For me, Yellowstone was the destination since we had first visited Montana the year before. Finally, we had made it! It was as though we were being rewarded for all of the hard, emotional work we had done of staying present to the discomfort of our feelings, as well as in ritualizing each important milestone along our grief journey — such as Burt’s 54th birthday when we released his ashes to the Pacific Ocean, as well as the one-year anniversary of his death, for which we returned to Ecuador to honor him.

This winter has been the most challenging yet. Our second without our dear Papa Burt, and my son has been regularly demonstrating anger and disappointment every morning. He feels frustrated at how he is unable to get the sophisticated foam planes that he builds from memory to fly.
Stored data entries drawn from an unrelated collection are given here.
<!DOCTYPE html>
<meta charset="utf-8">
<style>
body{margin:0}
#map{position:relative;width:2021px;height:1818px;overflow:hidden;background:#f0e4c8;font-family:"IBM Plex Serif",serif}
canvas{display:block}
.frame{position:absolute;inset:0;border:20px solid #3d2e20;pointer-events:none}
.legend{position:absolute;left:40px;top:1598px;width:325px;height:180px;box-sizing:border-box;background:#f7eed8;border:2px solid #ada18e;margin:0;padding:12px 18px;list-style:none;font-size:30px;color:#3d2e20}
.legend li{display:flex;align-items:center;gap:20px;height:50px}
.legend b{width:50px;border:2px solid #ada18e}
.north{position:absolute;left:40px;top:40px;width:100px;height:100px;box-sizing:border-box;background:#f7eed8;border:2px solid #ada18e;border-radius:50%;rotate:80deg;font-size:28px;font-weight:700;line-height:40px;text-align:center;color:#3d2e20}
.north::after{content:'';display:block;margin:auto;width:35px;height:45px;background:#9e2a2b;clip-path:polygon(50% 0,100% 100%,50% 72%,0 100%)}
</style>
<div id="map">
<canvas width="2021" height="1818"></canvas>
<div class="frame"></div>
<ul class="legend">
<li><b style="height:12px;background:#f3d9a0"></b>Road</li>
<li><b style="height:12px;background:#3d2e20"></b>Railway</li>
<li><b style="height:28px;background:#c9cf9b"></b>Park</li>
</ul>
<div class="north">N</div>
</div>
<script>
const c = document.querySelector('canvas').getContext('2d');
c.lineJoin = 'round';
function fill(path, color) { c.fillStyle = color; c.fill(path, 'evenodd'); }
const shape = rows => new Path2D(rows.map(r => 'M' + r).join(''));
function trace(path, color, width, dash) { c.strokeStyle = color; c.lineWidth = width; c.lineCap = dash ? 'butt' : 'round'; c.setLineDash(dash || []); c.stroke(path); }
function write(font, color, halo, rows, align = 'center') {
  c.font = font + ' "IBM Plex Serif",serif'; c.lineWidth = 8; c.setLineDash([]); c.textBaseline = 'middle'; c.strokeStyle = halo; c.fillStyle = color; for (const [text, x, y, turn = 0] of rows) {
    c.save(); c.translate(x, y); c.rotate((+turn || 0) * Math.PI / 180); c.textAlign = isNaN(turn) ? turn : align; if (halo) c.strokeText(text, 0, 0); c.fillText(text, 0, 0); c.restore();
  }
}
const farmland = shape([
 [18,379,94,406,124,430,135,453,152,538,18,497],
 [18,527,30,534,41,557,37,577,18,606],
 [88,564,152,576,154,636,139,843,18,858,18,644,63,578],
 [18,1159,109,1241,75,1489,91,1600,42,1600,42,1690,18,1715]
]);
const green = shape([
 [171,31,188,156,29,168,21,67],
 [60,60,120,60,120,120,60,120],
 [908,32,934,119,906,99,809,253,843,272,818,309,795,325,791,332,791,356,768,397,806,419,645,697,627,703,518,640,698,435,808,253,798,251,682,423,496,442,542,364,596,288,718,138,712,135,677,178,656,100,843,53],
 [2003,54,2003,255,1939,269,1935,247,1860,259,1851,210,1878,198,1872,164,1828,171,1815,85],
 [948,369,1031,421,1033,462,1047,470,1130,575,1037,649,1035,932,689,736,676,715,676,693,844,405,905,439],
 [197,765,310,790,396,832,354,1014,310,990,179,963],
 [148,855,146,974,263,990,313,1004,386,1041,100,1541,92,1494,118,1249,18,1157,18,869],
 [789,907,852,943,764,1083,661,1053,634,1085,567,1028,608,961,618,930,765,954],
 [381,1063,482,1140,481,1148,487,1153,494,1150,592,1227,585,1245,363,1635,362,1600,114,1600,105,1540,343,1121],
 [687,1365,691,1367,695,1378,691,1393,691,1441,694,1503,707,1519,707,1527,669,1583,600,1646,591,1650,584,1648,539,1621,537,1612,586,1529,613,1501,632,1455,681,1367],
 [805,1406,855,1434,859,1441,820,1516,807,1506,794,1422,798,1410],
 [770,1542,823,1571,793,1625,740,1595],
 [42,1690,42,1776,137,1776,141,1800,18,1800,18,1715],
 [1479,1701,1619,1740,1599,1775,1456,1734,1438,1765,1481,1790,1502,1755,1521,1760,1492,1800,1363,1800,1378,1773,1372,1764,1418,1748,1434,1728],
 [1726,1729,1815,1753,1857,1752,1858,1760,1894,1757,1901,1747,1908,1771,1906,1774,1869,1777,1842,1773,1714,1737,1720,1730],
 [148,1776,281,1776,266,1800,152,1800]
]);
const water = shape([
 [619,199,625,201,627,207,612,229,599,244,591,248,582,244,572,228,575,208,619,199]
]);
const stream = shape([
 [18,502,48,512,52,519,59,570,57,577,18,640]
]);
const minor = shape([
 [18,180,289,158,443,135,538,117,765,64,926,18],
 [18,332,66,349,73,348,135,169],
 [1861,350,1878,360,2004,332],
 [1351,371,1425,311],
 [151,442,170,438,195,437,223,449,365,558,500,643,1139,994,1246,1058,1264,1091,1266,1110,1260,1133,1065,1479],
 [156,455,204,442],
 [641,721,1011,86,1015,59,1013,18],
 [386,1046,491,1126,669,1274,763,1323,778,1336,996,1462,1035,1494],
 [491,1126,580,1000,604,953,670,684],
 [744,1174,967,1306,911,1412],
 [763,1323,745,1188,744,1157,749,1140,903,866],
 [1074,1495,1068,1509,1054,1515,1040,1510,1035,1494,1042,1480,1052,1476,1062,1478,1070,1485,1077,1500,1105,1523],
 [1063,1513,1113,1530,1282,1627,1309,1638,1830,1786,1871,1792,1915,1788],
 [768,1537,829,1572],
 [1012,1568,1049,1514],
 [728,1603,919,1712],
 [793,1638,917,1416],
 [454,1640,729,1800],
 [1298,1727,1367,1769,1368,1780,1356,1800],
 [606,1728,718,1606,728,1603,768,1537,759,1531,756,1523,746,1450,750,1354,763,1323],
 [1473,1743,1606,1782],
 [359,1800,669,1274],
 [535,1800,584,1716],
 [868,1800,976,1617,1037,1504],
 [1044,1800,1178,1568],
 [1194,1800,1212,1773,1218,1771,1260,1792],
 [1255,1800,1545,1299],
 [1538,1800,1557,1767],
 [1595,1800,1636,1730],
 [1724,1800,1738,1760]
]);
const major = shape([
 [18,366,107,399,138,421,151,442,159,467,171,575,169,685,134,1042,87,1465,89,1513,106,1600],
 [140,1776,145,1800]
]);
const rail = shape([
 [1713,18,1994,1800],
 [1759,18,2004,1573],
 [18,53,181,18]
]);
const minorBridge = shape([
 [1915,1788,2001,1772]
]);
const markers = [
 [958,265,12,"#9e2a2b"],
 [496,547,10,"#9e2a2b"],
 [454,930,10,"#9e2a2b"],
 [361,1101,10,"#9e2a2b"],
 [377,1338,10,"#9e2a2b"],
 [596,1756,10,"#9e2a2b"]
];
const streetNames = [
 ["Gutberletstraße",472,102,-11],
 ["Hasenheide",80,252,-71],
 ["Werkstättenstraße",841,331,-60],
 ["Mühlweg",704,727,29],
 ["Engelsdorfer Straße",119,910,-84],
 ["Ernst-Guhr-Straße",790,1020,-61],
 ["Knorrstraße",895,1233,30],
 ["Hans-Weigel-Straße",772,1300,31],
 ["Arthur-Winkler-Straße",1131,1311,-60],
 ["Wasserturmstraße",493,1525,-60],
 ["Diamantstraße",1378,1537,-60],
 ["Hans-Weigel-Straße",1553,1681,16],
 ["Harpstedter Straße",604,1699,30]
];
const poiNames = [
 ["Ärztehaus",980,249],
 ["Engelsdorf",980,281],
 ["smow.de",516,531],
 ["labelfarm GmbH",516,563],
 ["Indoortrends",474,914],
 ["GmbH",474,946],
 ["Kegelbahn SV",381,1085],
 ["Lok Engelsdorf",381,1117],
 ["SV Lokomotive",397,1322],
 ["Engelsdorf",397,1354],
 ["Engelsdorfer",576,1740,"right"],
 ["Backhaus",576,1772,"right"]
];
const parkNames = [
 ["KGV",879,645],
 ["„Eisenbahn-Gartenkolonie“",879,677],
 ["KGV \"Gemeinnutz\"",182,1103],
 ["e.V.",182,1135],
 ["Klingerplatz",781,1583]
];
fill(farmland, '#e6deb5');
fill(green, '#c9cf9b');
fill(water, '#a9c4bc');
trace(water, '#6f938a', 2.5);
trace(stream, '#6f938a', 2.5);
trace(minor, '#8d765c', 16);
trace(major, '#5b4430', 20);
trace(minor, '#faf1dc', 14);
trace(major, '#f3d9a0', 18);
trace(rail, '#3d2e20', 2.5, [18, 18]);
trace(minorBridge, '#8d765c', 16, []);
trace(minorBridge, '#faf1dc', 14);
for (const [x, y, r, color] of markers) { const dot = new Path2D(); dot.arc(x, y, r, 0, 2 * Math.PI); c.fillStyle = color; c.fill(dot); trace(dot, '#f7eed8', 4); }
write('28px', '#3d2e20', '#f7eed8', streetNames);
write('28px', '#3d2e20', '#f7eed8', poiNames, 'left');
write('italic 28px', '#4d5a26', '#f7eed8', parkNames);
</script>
Often, he cries, “I will never have a Daddy!” and I have to keep reminding myself that the most important thing I can do is listen and empathize. Sometimes, I encourage him to beat the bed we share with the stick he found that I keep in our bedroom.

I experience these moments as emotionally intense because my impulse is to do what was done with me, which is to shut it all down and tell Cee how he should feel instead. Rather, however, I aim to keep my heart open as I remind my son that what he needs most in these challenging times is a hug and to maintain physical connection.

When he is calmer, I then remind him that he and I are a team and that we have to stick together because we only have each other. Somehow, I have come to gracefully master this dance of holding loss and pain in one hand while celebrating life and ecstasy with my other, even as our world continues to shake, rattle and roll all around us.